Stochastic Descriptions of Small-Scale, Near-Surface Velocity Variations in the Los Angeles Basin for Modeling Earthquake Ground Motions

Abstract:

Simulations of earthquake ground motions at high frequencies (> 1 Hz) require high-resolution velocity models to quantify the effects of wave scattering, attenuation, and anisotropy. Valuable information about the statistical variations of the velocity structure in the upper few kilometers of the crust can be obtained from well logs. We apply geostatistical methods to characterize the one-point and two-point statistics of velocity variations observed at vertical scale lengths less than 200 m in an ensemble of vertical sonic logs from the central Los Angeles basin.
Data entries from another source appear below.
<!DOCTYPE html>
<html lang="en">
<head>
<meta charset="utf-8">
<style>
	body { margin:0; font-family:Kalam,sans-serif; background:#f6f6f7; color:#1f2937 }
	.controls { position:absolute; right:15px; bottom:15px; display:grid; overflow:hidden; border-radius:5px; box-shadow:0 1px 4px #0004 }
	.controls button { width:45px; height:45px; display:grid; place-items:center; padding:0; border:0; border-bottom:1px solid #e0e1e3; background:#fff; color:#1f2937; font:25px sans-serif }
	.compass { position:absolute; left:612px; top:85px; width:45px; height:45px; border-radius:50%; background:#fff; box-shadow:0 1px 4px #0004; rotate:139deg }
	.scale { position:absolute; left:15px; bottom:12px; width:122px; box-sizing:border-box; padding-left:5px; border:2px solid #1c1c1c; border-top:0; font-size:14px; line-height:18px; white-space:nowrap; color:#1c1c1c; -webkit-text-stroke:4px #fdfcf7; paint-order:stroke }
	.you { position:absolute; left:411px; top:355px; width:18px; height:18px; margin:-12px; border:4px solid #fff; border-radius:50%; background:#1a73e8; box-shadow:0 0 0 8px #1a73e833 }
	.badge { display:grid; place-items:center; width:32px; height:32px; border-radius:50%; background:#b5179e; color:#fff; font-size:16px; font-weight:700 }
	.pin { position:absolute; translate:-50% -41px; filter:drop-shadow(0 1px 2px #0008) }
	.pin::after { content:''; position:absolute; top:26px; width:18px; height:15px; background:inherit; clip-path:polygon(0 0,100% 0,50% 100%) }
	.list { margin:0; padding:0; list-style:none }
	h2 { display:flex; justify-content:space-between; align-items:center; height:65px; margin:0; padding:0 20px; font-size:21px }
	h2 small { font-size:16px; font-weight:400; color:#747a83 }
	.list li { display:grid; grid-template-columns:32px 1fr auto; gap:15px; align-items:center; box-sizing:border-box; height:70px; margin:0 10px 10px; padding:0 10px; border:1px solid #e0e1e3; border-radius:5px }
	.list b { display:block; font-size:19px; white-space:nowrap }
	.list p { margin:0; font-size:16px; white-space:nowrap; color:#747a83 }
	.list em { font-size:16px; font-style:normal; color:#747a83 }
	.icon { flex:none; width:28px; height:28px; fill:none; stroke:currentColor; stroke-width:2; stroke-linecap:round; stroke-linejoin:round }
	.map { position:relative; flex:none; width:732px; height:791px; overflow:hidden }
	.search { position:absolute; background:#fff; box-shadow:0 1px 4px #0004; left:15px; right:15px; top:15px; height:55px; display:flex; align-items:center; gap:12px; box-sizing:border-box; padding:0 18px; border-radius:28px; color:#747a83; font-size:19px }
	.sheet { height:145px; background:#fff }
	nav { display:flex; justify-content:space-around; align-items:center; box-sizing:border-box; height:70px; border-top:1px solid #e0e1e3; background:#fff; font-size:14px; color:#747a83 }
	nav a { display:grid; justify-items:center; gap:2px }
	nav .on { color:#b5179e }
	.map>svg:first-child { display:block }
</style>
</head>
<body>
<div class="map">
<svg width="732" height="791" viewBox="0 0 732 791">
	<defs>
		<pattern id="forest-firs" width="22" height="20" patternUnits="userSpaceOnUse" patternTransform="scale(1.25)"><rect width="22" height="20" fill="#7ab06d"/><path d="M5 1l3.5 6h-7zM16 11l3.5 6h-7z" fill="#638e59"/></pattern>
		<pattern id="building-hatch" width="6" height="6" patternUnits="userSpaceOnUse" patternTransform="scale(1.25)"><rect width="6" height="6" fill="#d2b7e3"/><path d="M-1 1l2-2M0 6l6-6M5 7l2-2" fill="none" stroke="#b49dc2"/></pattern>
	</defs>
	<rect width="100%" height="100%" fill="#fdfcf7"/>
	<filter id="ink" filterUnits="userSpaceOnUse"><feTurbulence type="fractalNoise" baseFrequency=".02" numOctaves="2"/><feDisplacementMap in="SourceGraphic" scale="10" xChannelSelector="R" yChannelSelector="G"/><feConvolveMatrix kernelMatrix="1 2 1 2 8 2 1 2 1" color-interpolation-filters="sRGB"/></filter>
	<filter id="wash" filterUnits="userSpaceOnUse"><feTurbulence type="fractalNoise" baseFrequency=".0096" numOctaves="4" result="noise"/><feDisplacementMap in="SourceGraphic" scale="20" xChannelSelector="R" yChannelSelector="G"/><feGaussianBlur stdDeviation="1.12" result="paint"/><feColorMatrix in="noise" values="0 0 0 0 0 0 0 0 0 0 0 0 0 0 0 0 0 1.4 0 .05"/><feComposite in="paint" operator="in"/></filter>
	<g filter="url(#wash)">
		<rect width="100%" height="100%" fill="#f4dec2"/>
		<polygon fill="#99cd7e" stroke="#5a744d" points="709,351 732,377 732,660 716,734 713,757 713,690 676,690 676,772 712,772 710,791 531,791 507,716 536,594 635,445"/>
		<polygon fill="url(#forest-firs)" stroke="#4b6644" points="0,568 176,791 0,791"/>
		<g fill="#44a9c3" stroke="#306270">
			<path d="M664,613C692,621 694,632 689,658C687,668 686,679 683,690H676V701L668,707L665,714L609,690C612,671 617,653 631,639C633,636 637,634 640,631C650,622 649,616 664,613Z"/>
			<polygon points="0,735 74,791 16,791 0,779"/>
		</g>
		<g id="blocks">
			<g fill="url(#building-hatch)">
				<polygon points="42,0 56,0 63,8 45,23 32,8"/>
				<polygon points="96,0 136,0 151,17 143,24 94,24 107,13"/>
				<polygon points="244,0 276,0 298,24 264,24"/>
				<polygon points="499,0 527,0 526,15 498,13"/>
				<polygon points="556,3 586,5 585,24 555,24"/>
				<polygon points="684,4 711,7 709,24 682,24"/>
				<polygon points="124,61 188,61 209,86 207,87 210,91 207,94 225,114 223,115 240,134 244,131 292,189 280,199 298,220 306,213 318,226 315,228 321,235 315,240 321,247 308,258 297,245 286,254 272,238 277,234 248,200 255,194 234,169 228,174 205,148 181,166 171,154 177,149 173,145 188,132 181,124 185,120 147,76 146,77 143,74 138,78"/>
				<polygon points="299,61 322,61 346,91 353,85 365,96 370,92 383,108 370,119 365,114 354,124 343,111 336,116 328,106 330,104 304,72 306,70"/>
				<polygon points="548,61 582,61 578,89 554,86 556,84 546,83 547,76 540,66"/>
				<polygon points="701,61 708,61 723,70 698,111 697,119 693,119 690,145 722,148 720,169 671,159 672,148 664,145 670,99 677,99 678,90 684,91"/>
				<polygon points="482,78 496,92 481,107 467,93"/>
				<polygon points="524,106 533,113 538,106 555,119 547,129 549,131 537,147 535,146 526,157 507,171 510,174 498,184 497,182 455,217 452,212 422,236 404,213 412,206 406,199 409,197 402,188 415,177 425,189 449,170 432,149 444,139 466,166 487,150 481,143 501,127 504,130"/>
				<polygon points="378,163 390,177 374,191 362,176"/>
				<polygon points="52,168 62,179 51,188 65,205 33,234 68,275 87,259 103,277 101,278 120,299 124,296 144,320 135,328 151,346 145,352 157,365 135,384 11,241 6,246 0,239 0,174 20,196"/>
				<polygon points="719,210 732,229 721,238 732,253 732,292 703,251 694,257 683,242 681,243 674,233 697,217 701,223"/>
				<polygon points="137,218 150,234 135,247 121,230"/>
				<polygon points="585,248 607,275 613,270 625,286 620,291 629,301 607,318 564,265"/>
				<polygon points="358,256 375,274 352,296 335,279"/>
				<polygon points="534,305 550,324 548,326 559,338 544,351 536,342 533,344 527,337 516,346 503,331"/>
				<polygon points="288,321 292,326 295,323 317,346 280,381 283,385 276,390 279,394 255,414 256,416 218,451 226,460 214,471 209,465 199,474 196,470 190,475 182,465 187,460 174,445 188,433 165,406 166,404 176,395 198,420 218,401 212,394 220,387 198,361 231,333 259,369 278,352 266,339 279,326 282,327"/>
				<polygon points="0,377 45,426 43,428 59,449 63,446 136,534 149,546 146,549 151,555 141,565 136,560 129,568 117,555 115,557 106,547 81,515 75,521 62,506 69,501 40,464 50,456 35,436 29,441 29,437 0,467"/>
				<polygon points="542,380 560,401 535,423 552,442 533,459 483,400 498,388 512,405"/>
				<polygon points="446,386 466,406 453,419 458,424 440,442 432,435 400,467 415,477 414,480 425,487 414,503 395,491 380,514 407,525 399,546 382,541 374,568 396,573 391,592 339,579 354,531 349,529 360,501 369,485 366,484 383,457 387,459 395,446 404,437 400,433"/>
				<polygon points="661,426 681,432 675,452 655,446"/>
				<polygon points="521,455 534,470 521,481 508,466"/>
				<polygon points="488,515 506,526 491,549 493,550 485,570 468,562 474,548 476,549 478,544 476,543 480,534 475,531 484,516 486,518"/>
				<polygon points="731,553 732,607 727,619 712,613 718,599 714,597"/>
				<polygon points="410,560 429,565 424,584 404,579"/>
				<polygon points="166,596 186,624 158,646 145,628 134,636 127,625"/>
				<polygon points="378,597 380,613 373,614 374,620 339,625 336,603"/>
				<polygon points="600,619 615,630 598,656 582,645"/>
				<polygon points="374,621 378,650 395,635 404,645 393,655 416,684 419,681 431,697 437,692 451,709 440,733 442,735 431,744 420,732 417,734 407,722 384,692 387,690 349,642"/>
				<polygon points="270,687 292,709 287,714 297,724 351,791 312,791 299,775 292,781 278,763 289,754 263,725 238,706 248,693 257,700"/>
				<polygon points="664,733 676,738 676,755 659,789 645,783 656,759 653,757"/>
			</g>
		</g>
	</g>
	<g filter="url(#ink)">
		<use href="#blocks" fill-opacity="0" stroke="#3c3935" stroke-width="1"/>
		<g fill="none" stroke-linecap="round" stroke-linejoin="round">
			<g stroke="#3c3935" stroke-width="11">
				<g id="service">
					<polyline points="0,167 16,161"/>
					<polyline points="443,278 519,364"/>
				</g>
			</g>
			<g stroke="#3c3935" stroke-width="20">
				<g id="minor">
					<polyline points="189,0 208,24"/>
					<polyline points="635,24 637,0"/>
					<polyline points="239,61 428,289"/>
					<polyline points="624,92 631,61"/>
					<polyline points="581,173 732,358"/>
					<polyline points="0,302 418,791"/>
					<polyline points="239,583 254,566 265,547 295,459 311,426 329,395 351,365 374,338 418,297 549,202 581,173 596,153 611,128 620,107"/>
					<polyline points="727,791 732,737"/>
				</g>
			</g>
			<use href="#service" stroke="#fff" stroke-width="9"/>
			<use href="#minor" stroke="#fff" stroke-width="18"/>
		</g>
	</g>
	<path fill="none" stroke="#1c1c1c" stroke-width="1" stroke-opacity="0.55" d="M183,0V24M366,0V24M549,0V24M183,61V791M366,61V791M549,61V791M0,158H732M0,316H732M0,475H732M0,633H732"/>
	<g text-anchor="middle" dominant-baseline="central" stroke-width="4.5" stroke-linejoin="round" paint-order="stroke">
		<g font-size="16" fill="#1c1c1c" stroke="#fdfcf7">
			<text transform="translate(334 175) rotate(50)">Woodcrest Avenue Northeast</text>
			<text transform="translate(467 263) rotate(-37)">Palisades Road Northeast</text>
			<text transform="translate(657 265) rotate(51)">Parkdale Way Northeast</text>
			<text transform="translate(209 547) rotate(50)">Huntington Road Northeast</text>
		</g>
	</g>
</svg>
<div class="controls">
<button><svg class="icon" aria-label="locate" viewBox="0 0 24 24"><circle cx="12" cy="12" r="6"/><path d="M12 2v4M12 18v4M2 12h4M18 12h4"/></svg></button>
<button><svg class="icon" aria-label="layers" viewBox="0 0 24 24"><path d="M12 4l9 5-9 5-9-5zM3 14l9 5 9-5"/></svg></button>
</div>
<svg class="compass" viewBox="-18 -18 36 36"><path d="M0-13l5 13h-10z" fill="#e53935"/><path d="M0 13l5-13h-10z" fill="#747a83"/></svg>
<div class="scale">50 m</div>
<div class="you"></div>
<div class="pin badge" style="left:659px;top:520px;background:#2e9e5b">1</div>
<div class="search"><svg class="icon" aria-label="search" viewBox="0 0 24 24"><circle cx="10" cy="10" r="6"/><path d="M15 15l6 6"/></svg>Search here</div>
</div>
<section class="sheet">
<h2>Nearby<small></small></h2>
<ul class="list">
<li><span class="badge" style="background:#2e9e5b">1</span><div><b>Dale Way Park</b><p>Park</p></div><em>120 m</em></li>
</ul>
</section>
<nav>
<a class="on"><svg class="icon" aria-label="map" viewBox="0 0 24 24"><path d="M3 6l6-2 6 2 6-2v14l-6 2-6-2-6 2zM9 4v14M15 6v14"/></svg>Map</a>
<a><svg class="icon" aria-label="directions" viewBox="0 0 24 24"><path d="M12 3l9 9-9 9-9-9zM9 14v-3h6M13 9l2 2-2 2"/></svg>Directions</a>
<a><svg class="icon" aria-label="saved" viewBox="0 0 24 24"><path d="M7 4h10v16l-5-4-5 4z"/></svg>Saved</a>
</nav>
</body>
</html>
The stochastic variability at these scales can be separated into two components, one with a correlation length of about 10-60 m and a second with a correlation length of about 1-4 m. The one-point statistics of both components are distinctly non-Gaussian, with those of the first skewed to low velocities and those of the second skewed to high velocities. Assuming that the horizontal correlation lengths are much greater than the vertical correlation lengths, we obtain a long-wavelength polarization anisotropy of around 6-8% from Backus averaging of the profiles. We also investigate the magnitude of wave scattering caused by the small-scale heterogeneity and speculate on its role in explaining the anomalous near-surface attenuation of high-frequency seismic waves.